When you return the data, keep each character exactly as it appears.

#### DATASET EXCERPT
####################

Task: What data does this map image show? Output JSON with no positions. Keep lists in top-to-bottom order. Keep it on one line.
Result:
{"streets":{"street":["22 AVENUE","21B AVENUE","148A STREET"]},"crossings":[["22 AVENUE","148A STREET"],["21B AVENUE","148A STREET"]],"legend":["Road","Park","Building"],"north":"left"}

####################

#### ANSWER SPACE
Task: What data does this map image show? Output JSON with no positions. Keep lists in top-to-bottom order. Keep it on one line.
Result:
{"streets":{"street":["22 AVENUE","21B AVENUE","148A STREET"]},"crossings":[["22 AVENUE","148A STREET"],["21B AVENUE","148A STREET"]],"legend":["Road","Park","Building"],"north":"left"}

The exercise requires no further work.